Continuous Profiling
(It's 10:43; Do You Know Where Your Cycles Are?)
Jennifer Anderson, Lance Berc, Jeff Dean,
Sanjay Ghemawat, Monika Henzinger, Shun-Tak Leung, Dick Sites,
Mark Vandevoorde, Carl Waldspurger, and William E. Weihl
Digital Systems Research Center
Palo Alto, CA 94301 USA
Processors are getting faster (600 MHz and climbing) and issue widths are increasing
(4- and 8-way becoming common), yet application performance is not keeping pace. On large
commercial applications, average CPI (cycles-per-instruction) numbers may be as high as 4
or 5. With 8-way issue, a CPI of 5 means that only 1 issue slot in every 40 is being put
to good use!
It is common to blame such problems on memory, and in fact many applications spend many
cycles waiting for memory. But other problems -- e.g., branch mispredicts -- also waste
cycles, and independent of the general causes, if one hopes to improve the performance of
a particular application, one needs to know which instructions are stalling and why.
The Digital Continuous Profiling Infrastructure provides an efficient and accurate way
of answering such questions. It uses the Alpha hardware performance counters to obtain
high-frequency samples of various events (cycles, imisses, branch mispredicts, etc.).

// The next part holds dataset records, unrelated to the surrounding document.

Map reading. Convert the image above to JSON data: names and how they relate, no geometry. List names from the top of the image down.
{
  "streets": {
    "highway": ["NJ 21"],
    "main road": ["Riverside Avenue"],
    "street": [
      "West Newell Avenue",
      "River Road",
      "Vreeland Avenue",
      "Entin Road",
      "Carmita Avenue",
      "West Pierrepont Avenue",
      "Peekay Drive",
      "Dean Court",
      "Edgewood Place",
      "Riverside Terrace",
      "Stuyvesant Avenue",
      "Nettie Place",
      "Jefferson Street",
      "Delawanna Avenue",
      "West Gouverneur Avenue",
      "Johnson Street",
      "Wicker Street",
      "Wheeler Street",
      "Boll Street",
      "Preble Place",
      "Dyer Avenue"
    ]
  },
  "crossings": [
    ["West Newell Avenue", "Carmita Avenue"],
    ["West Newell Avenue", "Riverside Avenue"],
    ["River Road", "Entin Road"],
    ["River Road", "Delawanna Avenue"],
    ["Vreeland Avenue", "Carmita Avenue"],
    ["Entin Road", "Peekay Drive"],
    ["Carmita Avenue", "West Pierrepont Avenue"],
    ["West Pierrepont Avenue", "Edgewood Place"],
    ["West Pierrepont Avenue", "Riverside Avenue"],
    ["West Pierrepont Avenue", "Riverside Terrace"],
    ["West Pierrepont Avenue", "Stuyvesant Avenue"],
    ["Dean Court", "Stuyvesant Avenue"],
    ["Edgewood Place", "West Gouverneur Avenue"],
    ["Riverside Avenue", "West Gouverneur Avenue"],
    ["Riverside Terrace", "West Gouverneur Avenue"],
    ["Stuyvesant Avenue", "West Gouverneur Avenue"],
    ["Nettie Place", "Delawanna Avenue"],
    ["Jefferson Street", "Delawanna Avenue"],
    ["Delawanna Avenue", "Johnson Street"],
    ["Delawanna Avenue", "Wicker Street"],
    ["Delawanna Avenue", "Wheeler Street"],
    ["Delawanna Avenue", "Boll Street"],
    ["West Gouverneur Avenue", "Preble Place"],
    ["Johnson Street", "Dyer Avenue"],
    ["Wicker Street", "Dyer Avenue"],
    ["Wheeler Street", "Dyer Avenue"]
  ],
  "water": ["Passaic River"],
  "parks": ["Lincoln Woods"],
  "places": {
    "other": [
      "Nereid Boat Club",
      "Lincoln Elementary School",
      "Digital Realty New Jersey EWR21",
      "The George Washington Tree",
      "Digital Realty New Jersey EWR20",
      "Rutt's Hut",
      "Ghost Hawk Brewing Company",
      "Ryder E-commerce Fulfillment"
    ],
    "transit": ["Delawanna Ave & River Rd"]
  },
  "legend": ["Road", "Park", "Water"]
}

Samples are then processed by a suite of analysis tools that accurately characterize where
the time is being spent in a complex workload, from the fraction of cycles spent in each
executable image to the CPI for each instruction and the reasons for any static or dynamic
stalls.
Both the data collection subsystem and the analysis tools have interesting novel
features. The data collection subsystem uses the hardware performance counters to sample
program counters periodically, recording the samples in on-disk profile files. The system
is designed to run continuously in the background on production systems; for this to be
practical, the overhead must be very low. The system as currently implemented imposes an
average overhead ranging from 1 to 3% depending on the workload, yet sustains a high
sampling rate (about one sample every every 62K cycles on average when monitoring cycles,
or about 5200 samples per second on a 333-MHz processor). This permits continuous
operation, and improves the quality of the profiles by minimizing the perturbation of the
system induced by profiling.
The data collection system is transparent: it works with unmodified executables, with
no need to recompile, relink, or make any other changes. It is also comprehensive: it
collects profiles for all code that runs on the system, including applications, shared
libraries, and the kernel. (PALcode on the Alpha is uninterruptible; events that occur in
PALcode are still counted, but the samples show up elsewhere, adding a small amount of
noise to the sample data.)
Identifying and classifying processor stalls at the level of individual instructions is
also a major challenge. The Alpha performance counters, like those in many other modern
processors, can count a variety of events. However, the interrupts for an event that
causes a performance-counter overflow are delivered several cycles after the event happens
(6 cycles on the 21164), causing the samples to land on an instruction some time after the
one relevant to the event. This makes the samples for most events less useful for the kind
of fine-grained analysis we want to produce.
Fortunately, the counter-overflow interrupts for a few events (e.g., instruction-cache
misses) do land on the relevant instruction, and in particular counting cycles yields
sample counts that give a reasonable statistical picture of the total time each
instruction spent waiting to issue: the sample count for an individual instruction when
monitoring cycles is proportional to the total time that instruction spent at the head of
the issue queue. These time-biased samples alone are useful in pinpointing which
instructions in a workload consume the most time, but they do not directly tell why. A
suite of analysis tools uses a detailed machine model and a set of heuristics to convert
time-biased samples into the average CPI for each individual instruction, the number of
times the instruction was executed, and explanations for any static or dynamic stalls.
Other tools -- e.g., Intel's VTune and SGI's Speedshop -- use performance counters to
sample the occurrences of various events. However, they suffer from the same problem as
the performance counters on the Alpha: samples for most events land on nearby
instructions, not the ones that caused the events. As a result, they cannot give an
accurate picture of the CPI for each instruction, the number of times each instruction was
executed, or the reasons for stalls. Such information is available from simulators, but
simulators have serious limitations for analyzing the performance of real systems, not
least of which is their massive overhead.
Our profiling system has been running on Digital Alpha processors under Tru64
UNIX since
September 1996, and was publicly released in December 1996. A port has
been done for Alpha/NT and is in progress for OpenVMS. The system has already
been used to analyze and
improve the performance of a wide range of complex commercial applications, including
graphics systems, databases, industry benchmark suites, and compilers. For example,
our tools pinpointed a performance problem in a commercial database system; fixing
the problem
reduced the response time of an SQL query from 180 to 14 hours. In another example,
our tools' fine-grained instruction-level analyses identified opportunities to
improve
optimized code produced by Digtal's compiler, speeding up the mgrid SPECfp benchmark
by
15%.
Our tools can be used directly by programmers; they are also intended to be
used to drive profile-based optimizations in compilers, linkers, post-linkers,
and run-time
optimization tools. Work is underway to feed the output of our tools into Digital's
optimizing backend and into the OM post-linker optimization framework. In addition,
we are
beginning to explore new optimizations that leverage the detailed instruction-level
information provided by our tools.
|